CHIEVO VAR-ONA SHOW

La partita tra Chievo e Atalanta finisce in un pareggio scandito dalla Var. Bell'esordio con gol per il ventenne Bastien.

Quest’oggi al Marc’Antonio Bentegodi c’erano in campo il Chievo, l’Atalanta e la VAR, acronimo di Video Assistant Referee (Arbitro assistente video). E proprio quest’ultima è stata la grande protagonista nel bene e nel male nello scontro tra veronesi e bergamaschi, intervenendo per ben tre volte in maniera decisiva: la prima volta al minuto 5, quando l’arbitro indicava il dischetto del penalty per un fallo clivense in area di rigore. Palla pronta per essere battuta, quando l’arbitro ne arrestava l’esecuzione tra la curiosità dei tifosi.

Suspense, adrenalina in aumento e silenzio polare sugli spalti ed in campo, quindi l’arbitro, il signor Mariani da Aprilia, gestualizzando l’immagine del video, faceva rimettere la palla dal fondo, annullando così la massima punizione.

Al minuto 29 il secondo episodio, quando un diagonale atalantino finiva nel sacco alle spalle di Sorrentino. Giubilo dei nerazzurri e palla a centrocampo per riiniziare a giocare. Ma ancora una volta l’arbitro riceveva una chiamata annullando il goal per un fuorigioco.

Poi al minuto 83, dopo un’azione atalantina nell’area avversaria, nel capovolgimento di fronte che ne seguiva, con i padroni di casa ormai nei pressi del centrocampo, l’arbitro fermava all’improvviso il gioco ordinando un rigore per i nerazzurri, rimettendo le cose in parità.

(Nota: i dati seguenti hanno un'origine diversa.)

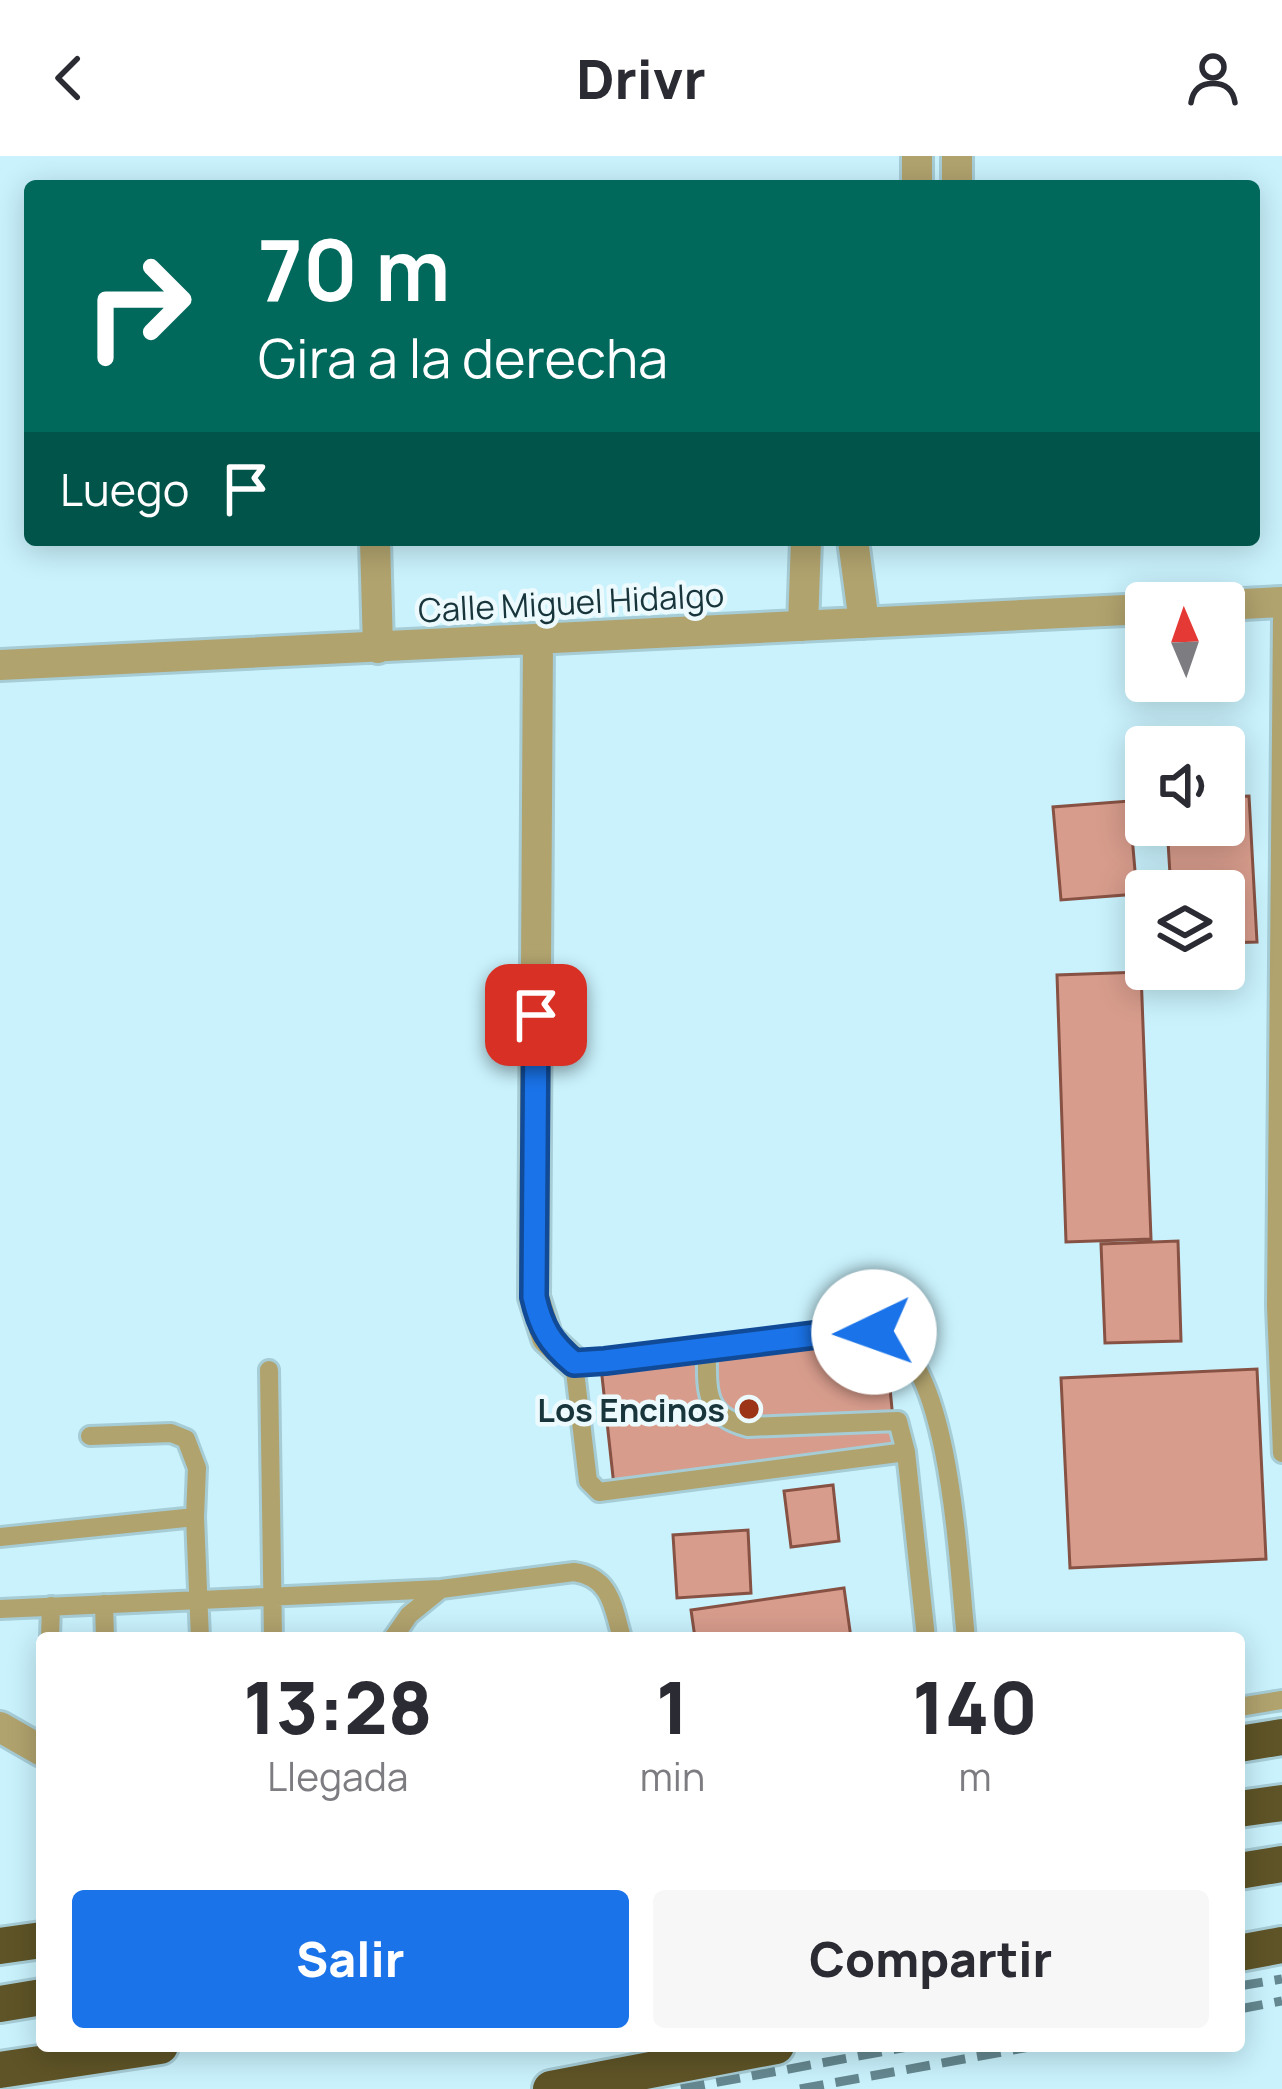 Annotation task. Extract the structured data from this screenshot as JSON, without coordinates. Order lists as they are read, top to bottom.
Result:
{
  "streets": {
    "street": ["Calle Miguel Hidalgo"]
  },
  "places": ["Los Encinos"],
  "north": "top",
  "page": {
    "header": "Drivr",
    "turn": ["70 m", "Gira a la derecha"],
    "then": "Luego",
    "eta": [
      "13:28",
      "Llegada",
      "1",
      "min",
      "140",
      "m"
    ],
    "buttons": ["Salir", "Compartir"]
  }
} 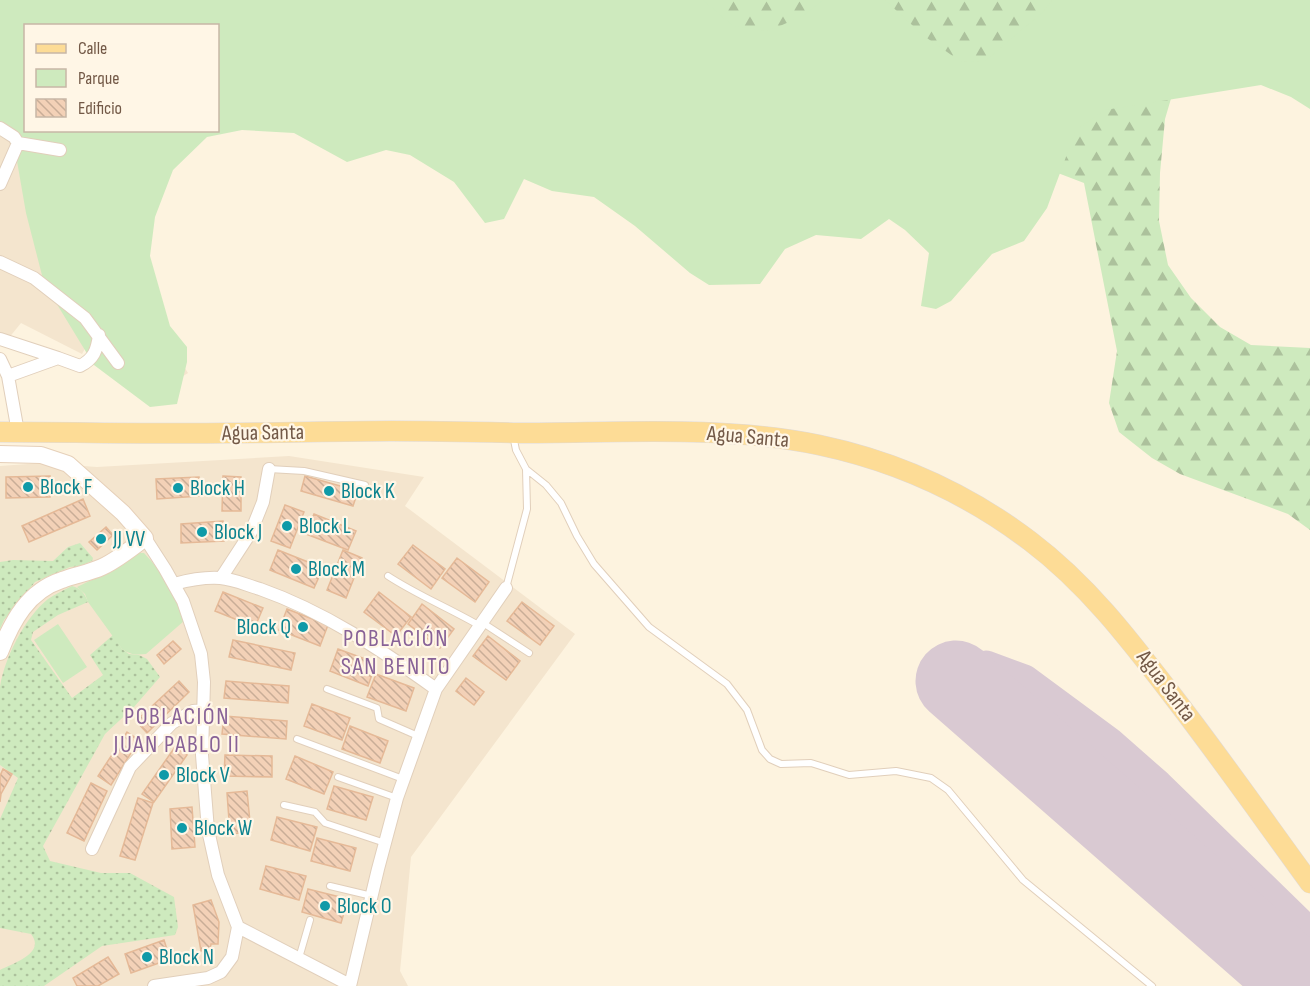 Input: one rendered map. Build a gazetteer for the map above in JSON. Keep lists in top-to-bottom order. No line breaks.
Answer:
{"streets":{"main road":["Agua Santa"]},"districts":["POBLACIÓN SAN BENITO","POBLACIÓN JUAN PABLO II"],"places":["Block F","Block H","Block K","Block L","Block J","JJ VV","Block M","Block Q","Block V","Block W","Block O","Block N"],"legend":["Calle","Parque","Edificio"]} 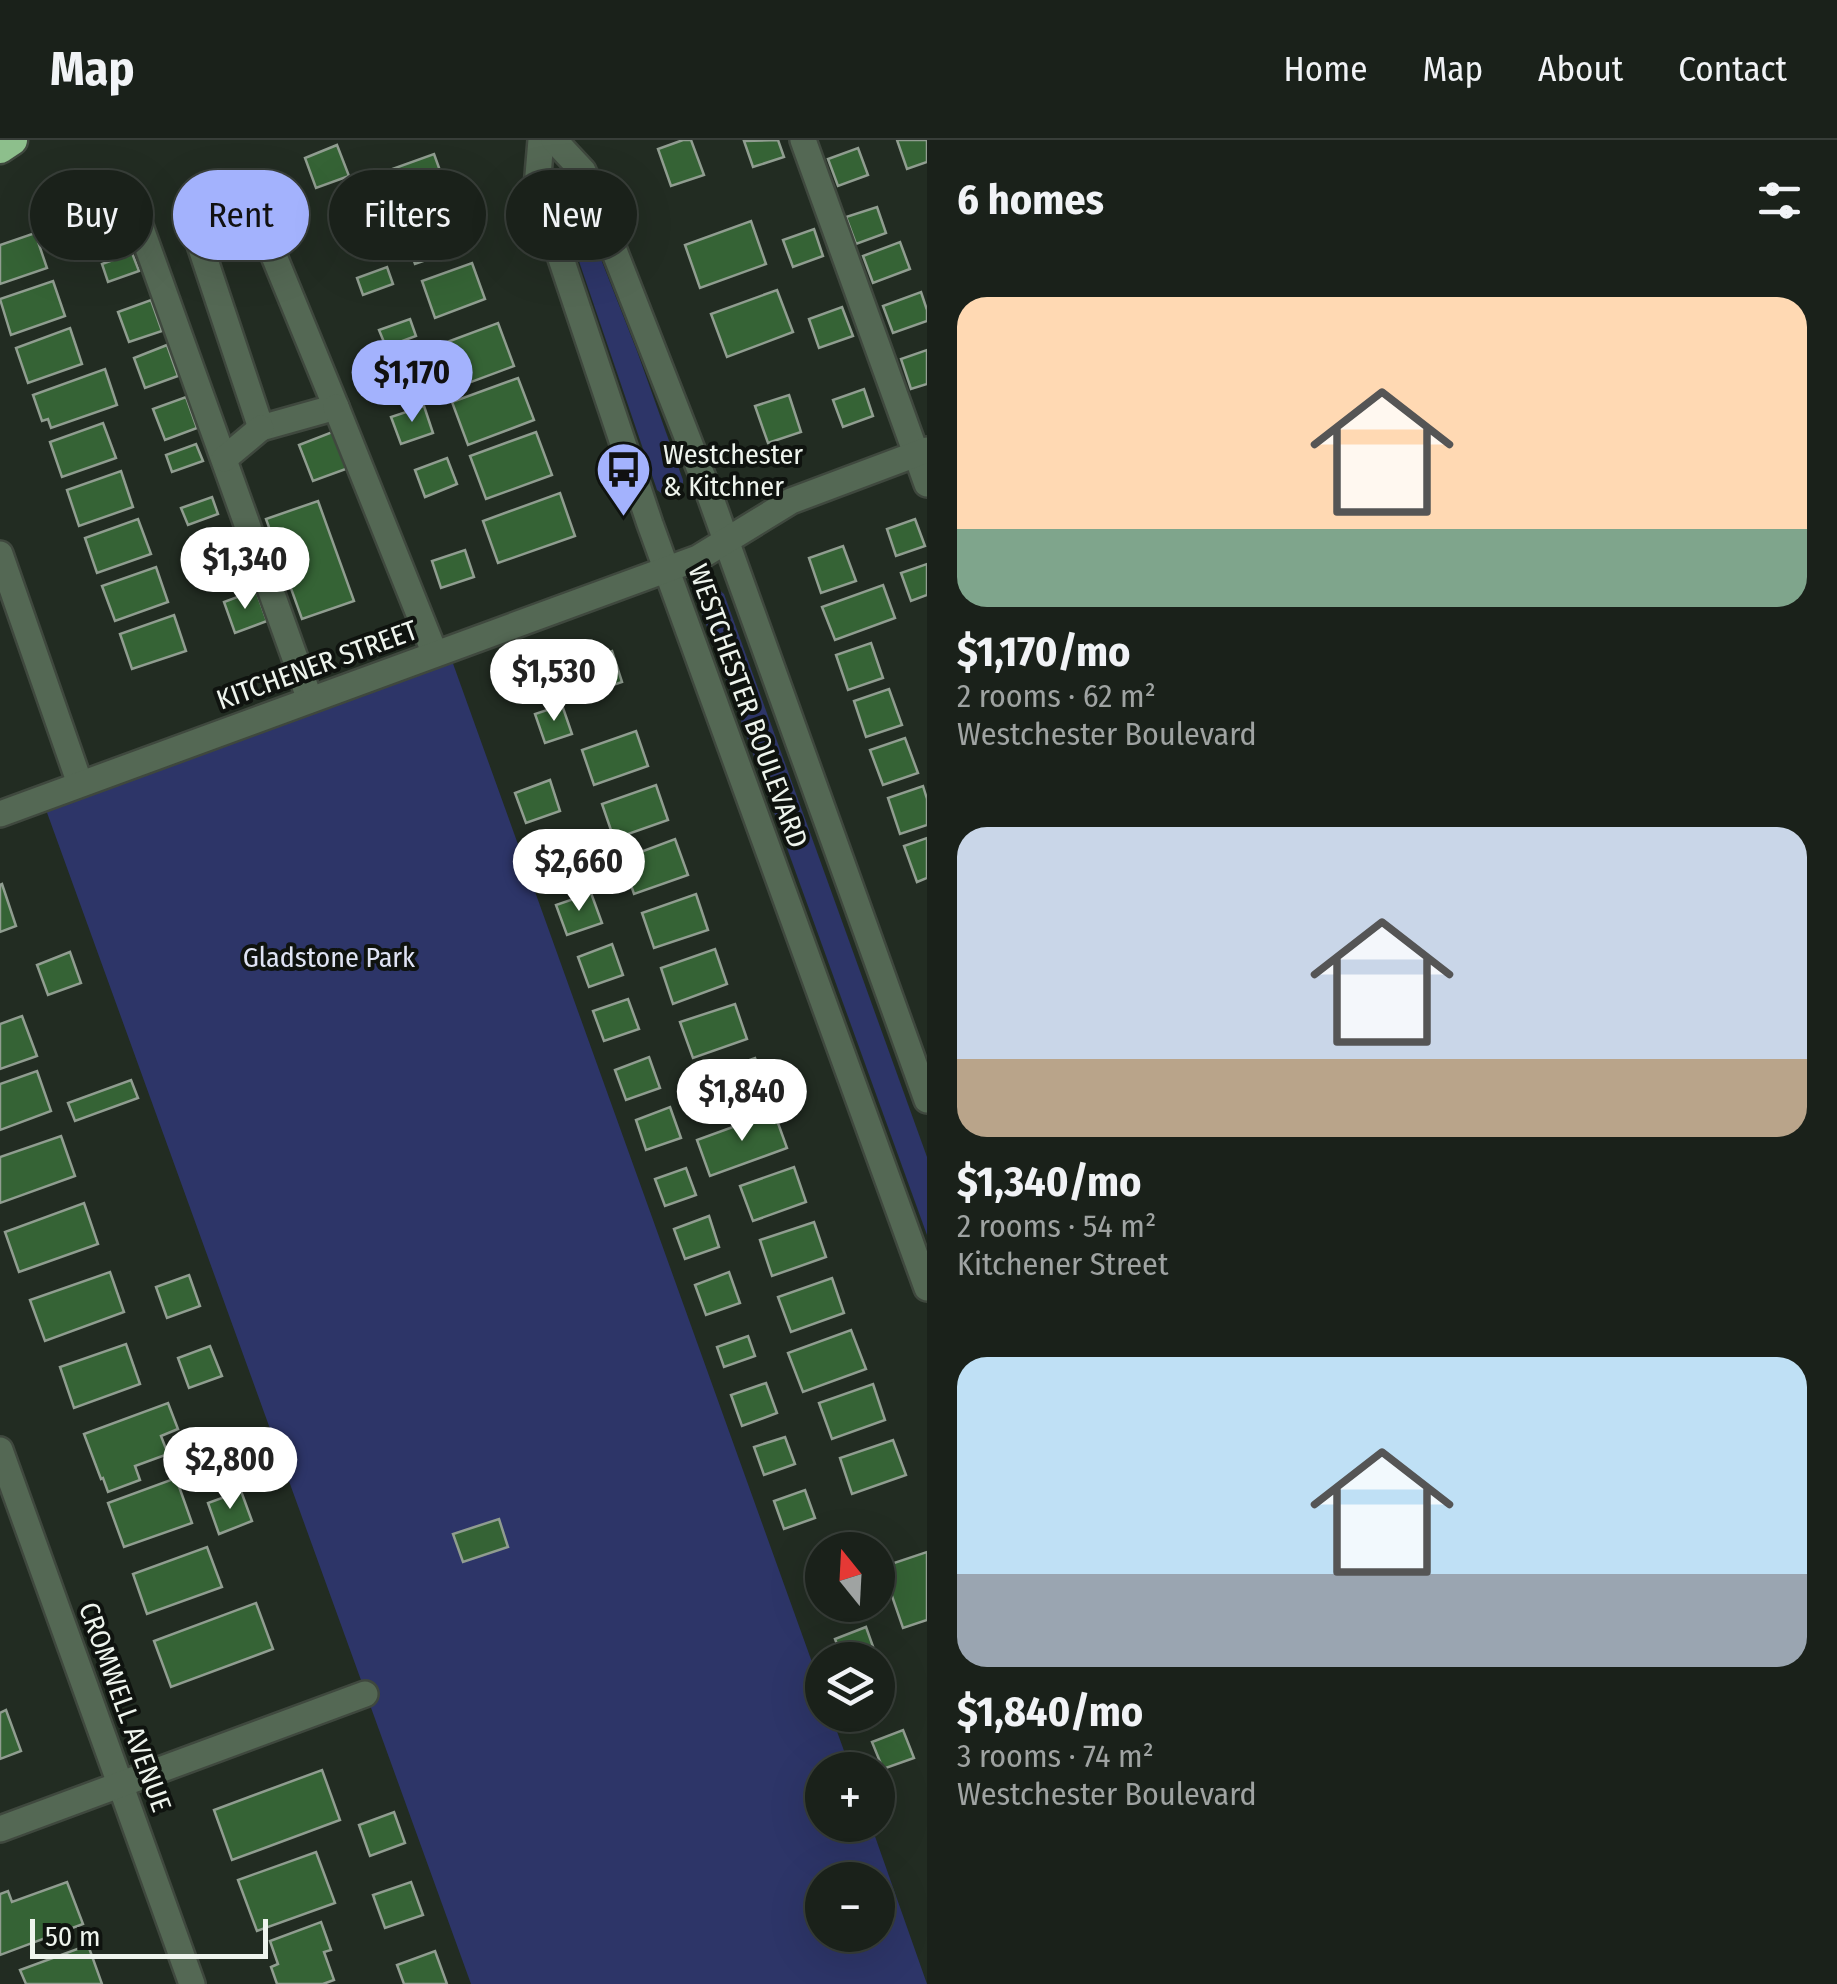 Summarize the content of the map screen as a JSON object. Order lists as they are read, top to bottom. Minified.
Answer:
{"streets":{"street":["KITCHENER STREET","WESTCHESTER BOULEVARD","CROMWELL AVENUE"]},"crossings":[["KITCHENER STREET","WESTCHESTER BOULEVARD"]],"parks":["Gladstone Park"],"places":{"bus stop":["Westchester & Kitchner"]},"scale_bar":"50 m","north":"top","page":{"header":"Map","nav":["Home","Map","About","Contact"],"heading":"6 homes","chip":["Buy","Rent","Filters","New"],"list":[{"name":"$1,170/mo","note":"2 rooms · 62 m² · Westchester Boulevard"},{"name":"$1,340/mo","note":"2 rooms · 54 m² · Kitchener Street"},{"name":"$1,840/mo","note":"3 rooms · 74 m² · Westchester Boulevard"}],"price":["$1,170","$1,340","$1,530","$2,660","$1,840","$2,800"],"map_buttons":["+","−"],"scale":"50 m"}} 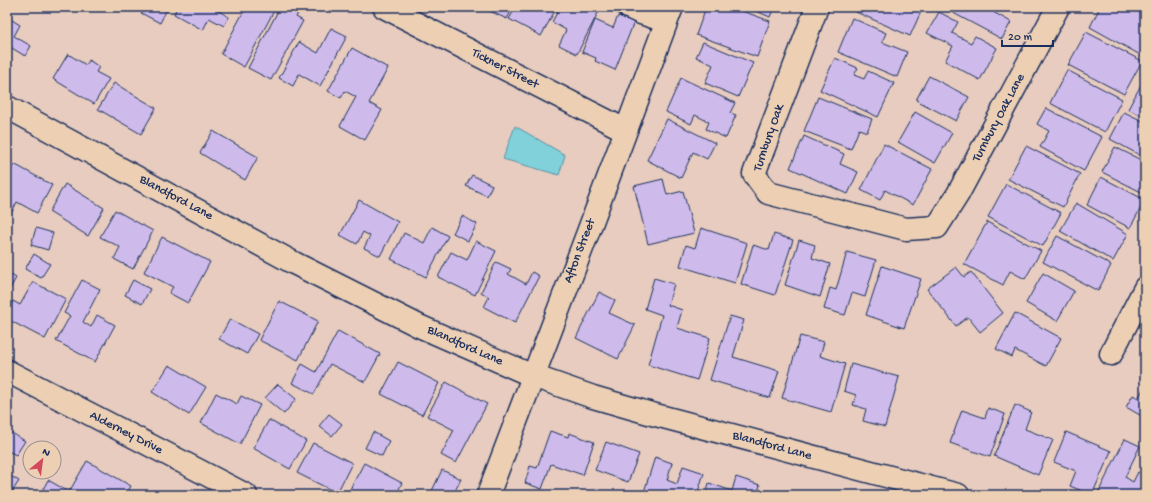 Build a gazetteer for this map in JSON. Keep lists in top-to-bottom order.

Il Chievo era passato in vantaggio con bel goal del ventenne Bastien, al suo esordio quest’anno.

Risultato giusto per una partita che ha mostrato il bel gioco di due formazioni in buona salute.

Per gli amanti del calcio, almeno per quelli datati, la Var è ingombrante e snatura il gioco. Certo di fronte ai monumentali interessi è giusto che ci sia. Però questo non è più calcio con le sviste arbitrali, con le proteste dei giocatori. Oggi, nei tre casi, alcun giocatore ha protestato, e nemmeno il pubblico più che mai sorpreso. Che tristezza!

 

Massimo Rosa

direttore@panathlonarea1.it

 

(foto: Udali/Chievo)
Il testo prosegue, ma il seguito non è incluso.